On 2/6/07, Alvaro Herrera <alvherre@commandprompt.com> wrote: > > actually, here is some more relevant bits from the log. > > Feb 6 06:31:33 mojo postgres[1088]: [1-1] :: LOG: autovacuum: > > processing database "template0" > > Feb 6 06:31:33 mojo postgres[1088]: [2-1] :: ERROR: could not access > > status of transaction 544441911 > > Feb 6 06:31:33 mojo postgres[1088]: [2-2] :: DETAIL: could not open > > file "pg_clog/0207": No such file or directory > > I guess the problem here is that autovacuum believes that template0 > needs a database-wide vacuum due to Xid wraparound getting closer. And > that database seems to have Xid 544441911 somewhere, the clog bit for > which was in the 0207 file which was deleted some time ago. Latest checkpoint's NextXID: 2162841139 2^31: 2147483648 is this related? merlin
Merlin Moncure wrote: > ya, it doesn't seem to match, as this seems to be repeating quite > regularly. interesting that my 'clog' files start at 06B6 and count > up. 0207 is way off the charts. > > a lot of applications are hitting this database, and so far everything > seems to be running ok (i found this log msg by accident), but I am > now officially very nervous.
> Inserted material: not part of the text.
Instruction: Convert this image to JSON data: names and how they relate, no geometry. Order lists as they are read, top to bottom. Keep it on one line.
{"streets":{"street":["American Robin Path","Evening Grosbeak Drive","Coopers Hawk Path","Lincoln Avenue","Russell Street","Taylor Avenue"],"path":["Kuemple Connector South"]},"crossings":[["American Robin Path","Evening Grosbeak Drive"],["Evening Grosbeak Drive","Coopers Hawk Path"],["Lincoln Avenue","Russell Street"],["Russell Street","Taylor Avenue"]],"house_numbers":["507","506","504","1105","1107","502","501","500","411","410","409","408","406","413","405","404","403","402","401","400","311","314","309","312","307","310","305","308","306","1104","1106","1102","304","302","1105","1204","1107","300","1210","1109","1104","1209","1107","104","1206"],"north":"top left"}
I don't think there's much cause for concern here. If my theory is correct, this is an autovacuum bug which was fixed in 8.1.7. What I'd do is create a 0207 clog file, fill it with 0x55 (which is "transactions committed" for all transactions in that interval), and do a VACUUM FREEZE on that database. You'll need to set pg_database.datallowconn=true beforehand. Of course, I'd copy the files somewhere else and experiment on a scratch postmaster, running on a different port, just to be sure ... -- Alvaro Herrera http://www.CommandPrompt.com/ The PostgreSQL Company - Command Prompt, Inc.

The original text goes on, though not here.